▶ [DATA FOR ANALYSIS]
========================================

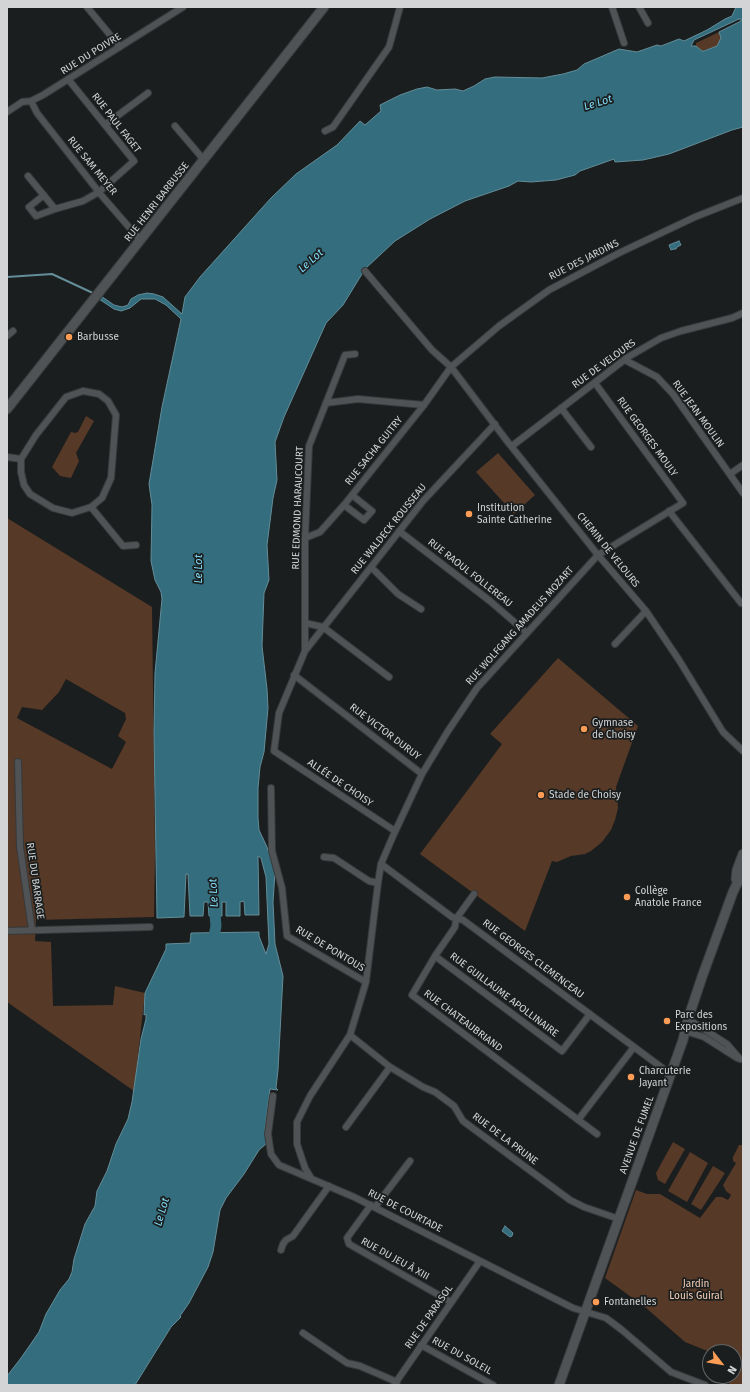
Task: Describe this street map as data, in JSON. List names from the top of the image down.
{
  "streets": {
    "main road": ["RUE HENRI BARBUSSE", "AVENUE DE FUMEL"],
    "street": [
      "RUE DU POIVRE",
      "RUE PAUL FAGET",
      "RUE SAM MEYER",
      "RUE DES JARDINS",
      "RUE DE VELOURS",
      "RUE JEAN MOULIN",
      "RUE GEORGES MOULY",
      "RUE SACHA GUITRY",
      "RUE EDMOND HARAUCOURT",
      "RUE WALDECK ROUSSEAU",
      "CHEMIN DE VELOURS",
      "RUE RAOUL FOLLEREAU",
      "RUE WOLFGANG AMADEUS MOZART",
      "RUE VICTOR DURUY",
      "ALLÉE DE CHOISY",
      "RUE DU BARRAGE",
      "RUE DE PONTOUS",
      "RUE GEORGES CLEMENCEAU",
      "RUE GUILLAUME APOLLINAIRE",
      "RUE CHATEAUBRIAND",
      "RUE DE LA PRUNE",
      "RUE DE COURTADE",
      "RUE DU JEU À XIII",
      "RUE DE PARASOL",
      "RUE DU SOLEIL"
    ]
  },
  "crossings": [
    ["RUE DU POIVRE", "RUE PAUL FAGET"],
    ["RUE DU POIVRE", "RUE SAM MEYER"],
    ["RUE PAUL FAGET", "RUE SAM MEYER"],
    ["RUE SAM MEYER", "RUE HENRI BARBUSSE"],
    ["RUE DES JARDINS", "RUE SACHA GUITRY"],
    ["RUE DES JARDINS", "CHEMIN DE VELOURS"],
    ["RUE DE VELOURS", "RUE JEAN MOULIN"],
    ["RUE DE VELOURS", "RUE GEORGES MOULY"],
    ["RUE DE VELOURS", "CHEMIN DE VELOURS"],
    ["RUE GEORGES MOULY", "RUE WOLFGANG AMADEUS MOZART"],
    ["RUE SACHA GUITRY", "RUE EDMOND HARAUCOURT"],
    ["RUE SACHA GUITRY", "CHEMIN DE VELOURS"],
    ["RUE EDMOND HARAUCOURT", "RUE WALDECK ROUSSEAU"],
    ["RUE EDMOND HARAUCOURT", "RUE VICTOR DURUY"],
    ["RUE EDMOND HARAUCOURT", "ALLÉE DE CHOISY"],
    ["RUE WALDECK ROUSSEAU", "CHEMIN DE VELOURS"],
    ["RUE WALDECK ROUSSEAU", "RUE RAOUL FOLLEREAU"],
    ["CHEMIN DE VELOURS", "RUE WOLFGANG AMADEUS MOZART"],
    ["RUE RAOUL FOLLEREAU", "RUE WOLFGANG AMADEUS MOZART"],
    ["RUE WOLFGANG AMADEUS MOZART", "RUE VICTOR DURUY"],
    ["RUE VICTOR DURUY", "ALLÉE DE CHOISY"],
    ["RUE VICTOR DURUY", "RUE DE PONTOUS"],
    ["RUE VICTOR DURUY", "RUE GEORGES CLEMENCEAU"],
    ["RUE VICTOR DURUY", "RUE DE LA PRUNE"],
    ["RUE VICTOR DURUY", "RUE DE COURTADE"],
    ["RUE GEORGES CLEMENCEAU", "RUE GUILLAUME APOLLINAIRE"],
    ["RUE GEORGES CLEMENCEAU", "RUE CHATEAUBRIAND"],
    ["RUE GEORGES CLEMENCEAU", "AVENUE DE FUMEL"],
    ["RUE GUILLAUME APOLLINAIRE", "RUE CHATEAUBRIAND"],
    ["AVENUE DE FUMEL", "RUE DE LA PRUNE"],
    ["AVENUE DE FUMEL", "RUE DE COURTADE"],
    ["RUE DE COURTADE", "RUE DU JEU À XIII"],
    ["RUE DE COURTADE", "RUE DE PARASOL"],
    ["RUE DU JEU À XIII", "RUE DE PARASOL"],
    ["RUE DE PARASOL", "RUE DU SOLEIL"]
  ],
  "water": ["Le Lot"],
  "parks": ["Jardin Louis Guiral"],
  "places": [
    "Barbusse",
    "Institution Sainte Catherine",
    "Gymnase de Choisy",
    "Stade de Choisy",
    "Collège Anatole France",
    "Parc des Expositions",
    "Charcuterie Jayant",
    "Fontanelles"
  ],
  "north": "bottom right"
}
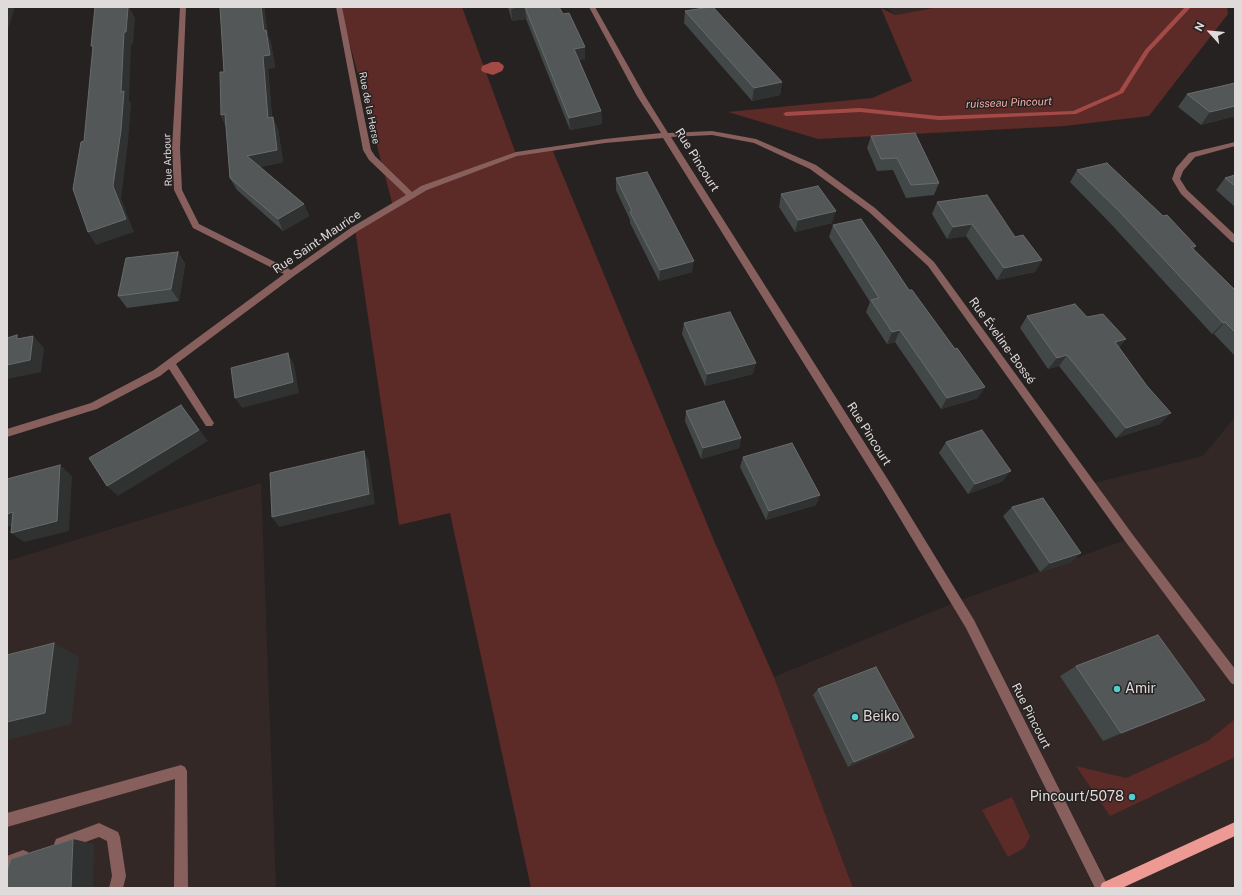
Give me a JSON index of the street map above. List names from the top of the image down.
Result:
{
  "streets": {
    "street": [
      "Rue de la Herse",
      "Rue Arbour",
      "Rue Pincourt",
      "Rue Saint-Maurice",
      "Rue Éveline-Bossé"
    ]
  },
  "crossings": [
    ["Rue de la Herse", "Rue Saint-Maurice"],
    ["Rue Arbour", "Rue Saint-Maurice"],
    ["Rue Pincourt", "Rue Saint-Maurice"],
    ["Rue Pincourt", "Rue Éveline-Bossé"],
    ["Rue Saint-Maurice", "Rue Éveline-Bossé"]
  ],
  "water": ["ruisseau Pincourt"],
  "places": ["Amir", "Beiko", "Pincourt/5078"],
  "north": "top left"
}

========================================

▶ [EXERCISE] Output the records above exactly as they are, leaving out the pictures.

▶ [EXERCISE OUTPUT]
Task: Describe this street map as data, in JSON. List names from the top of the image down.
{
  "streets": {
    "main road": ["RUE HENRI BARBUSSE", "AVENUE DE FUMEL"],
    "street": [
      "RUE DU POIVRE",
      "RUE PAUL FAGET",
      "RUE SAM MEYER",
      "RUE DES JARDINS",
      "RUE DE VELOURS",
      "RUE JEAN MOULIN",
      "RUE GEORGES MOULY",
      "RUE SACHA GUITRY",
      "RUE EDMOND HARAUCOURT",
      "RUE WALDECK ROUSSEAU",
      "CHEMIN DE VELOURS",
      "RUE RAOUL FOLLEREAU",
      "RUE WOLFGANG AMADEUS MOZART",
      "RUE VICTOR DURUY",
      "ALLÉE DE CHOISY",
      "RUE DU BARRAGE",
      "RUE DE PONTOUS",
      "RUE GEORGES CLEMENCEAU",
      "RUE GUILLAUME APOLLINAIRE",
      "RUE CHATEAUBRIAND",
      "RUE DE LA PRUNE",
      "RUE DE COURTADE",
      "RUE DU JEU À XIII",
      "RUE DE PARASOL",
      "RUE DU SOLEIL"
    ]
  },
  "crossings": [
    ["RUE DU POIVRE", "RUE PAUL FAGET"],
    ["RUE DU POIVRE", "RUE SAM MEYER"],
    ["RUE PAUL FAGET", "RUE SAM MEYER"],
    ["RUE SAM MEYER", "RUE HENRI BARBUSSE"],
    ["RUE DES JARDINS", "RUE SACHA GUITRY"],
    ["RUE DES JARDINS", "CHEMIN DE VELOURS"],
    ["RUE DE VELOURS", "RUE JEAN MOULIN"],
    ["RUE DE VELOURS", "RUE GEORGES MOULY"],
    ["RUE DE VELOURS", "CHEMIN DE VELOURS"],
    ["RUE GEORGES MOULY", "RUE WOLFGANG AMADEUS MOZART"],
    ["RUE SACHA GUITRY", "RUE EDMOND HARAUCOURT"],
    ["RUE SACHA GUITRY", "CHEMIN DE VELOURS"],
    ["RUE EDMOND HARAUCOURT", "RUE WALDECK ROUSSEAU"],
    ["RUE EDMOND HARAUCOURT", "RUE VICTOR DURUY"],
    ["RUE EDMOND HARAUCOURT", "ALLÉE DE CHOISY"],
    ["RUE WALDECK ROUSSEAU", "CHEMIN DE VELOURS"],
    ["RUE WALDECK ROUSSEAU", "RUE RAOUL FOLLEREAU"],
    ["CHEMIN DE VELOURS", "RUE WOLFGANG AMADEUS MOZART"],
    ["RUE RAOUL FOLLEREAU", "RUE WOLFGANG AMADEUS MOZART"],
    ["RUE WOLFGANG AMADEUS MOZART", "RUE VICTOR DURUY"],
    ["RUE VICTOR DURUY", "ALLÉE DE CHOISY"],
    ["RUE VICTOR DURUY", "RUE DE PONTOUS"],
    ["RUE VICTOR DURUY", "RUE GEORGES CLEMENCEAU"],
    ["RUE VICTOR DURUY", "RUE DE LA PRUNE"],
    ["RUE VICTOR DURUY", "RUE DE COURTADE"],
    ["RUE GEORGES CLEMENCEAU", "RUE GUILLAUME APOLLINAIRE"],
    ["RUE GEORGES CLEMENCEAU", "RUE CHATEAUBRIAND"],
    ["RUE GEORGES CLEMENCEAU", "AVENUE DE FUMEL"],
    ["RUE GUILLAUME APOLLINAIRE", "RUE CHATEAUBRIAND"],
    ["AVENUE DE FUMEL", "RUE DE LA PRUNE"],
    ["AVENUE DE FUMEL", "RUE DE COURTADE"],
    ["RUE DE COURTADE", "RUE DU JEU À XIII"],
    ["RUE DE COURTADE", "RUE DE PARASOL"],
    ["RUE DU JEU À XIII", "RUE DE PARASOL"],
    ["RUE DE PARASOL", "RUE DU SOLEIL"]
  ],
  "water": ["Le Lot"],
  "parks": ["Jardin Louis Guiral"],
  "places": [
    "Barbusse",
    "Institution Sainte Catherine",
    "Gymnase de Choisy",
    "Stade de Choisy",
    "Collège Anatole France",
    "Parc des Expositions",
    "Charcuterie Jayant",
    "Fontanelles"
  ],
  "north": "bottom right"
}
Give me a JSON index of the street map above. List names from the top of the image down.
Result:
{
  "streets": {
    "street": [
      "Rue de la Herse",
      "Rue Arbour",
      "Rue Pincourt",
      "Rue Saint-Maurice",
      "Rue Éveline-Bossé"
    ]
  },
  "crossings": [
    ["Rue de la Herse", "Rue Saint-Maurice"],
    ["Rue Arbour", "Rue Saint-Maurice"],
    ["Rue Pincourt", "Rue Saint-Maurice"],
    ["Rue Pincourt", "Rue Éveline-Bossé"],
    ["Rue Saint-Maurice", "Rue Éveline-Bossé"]
  ],
  "water": ["ruisseau Pincourt"],
  "places": ["Amir", "Beiko", "Pincourt/5078"],
  "north": "top left"
}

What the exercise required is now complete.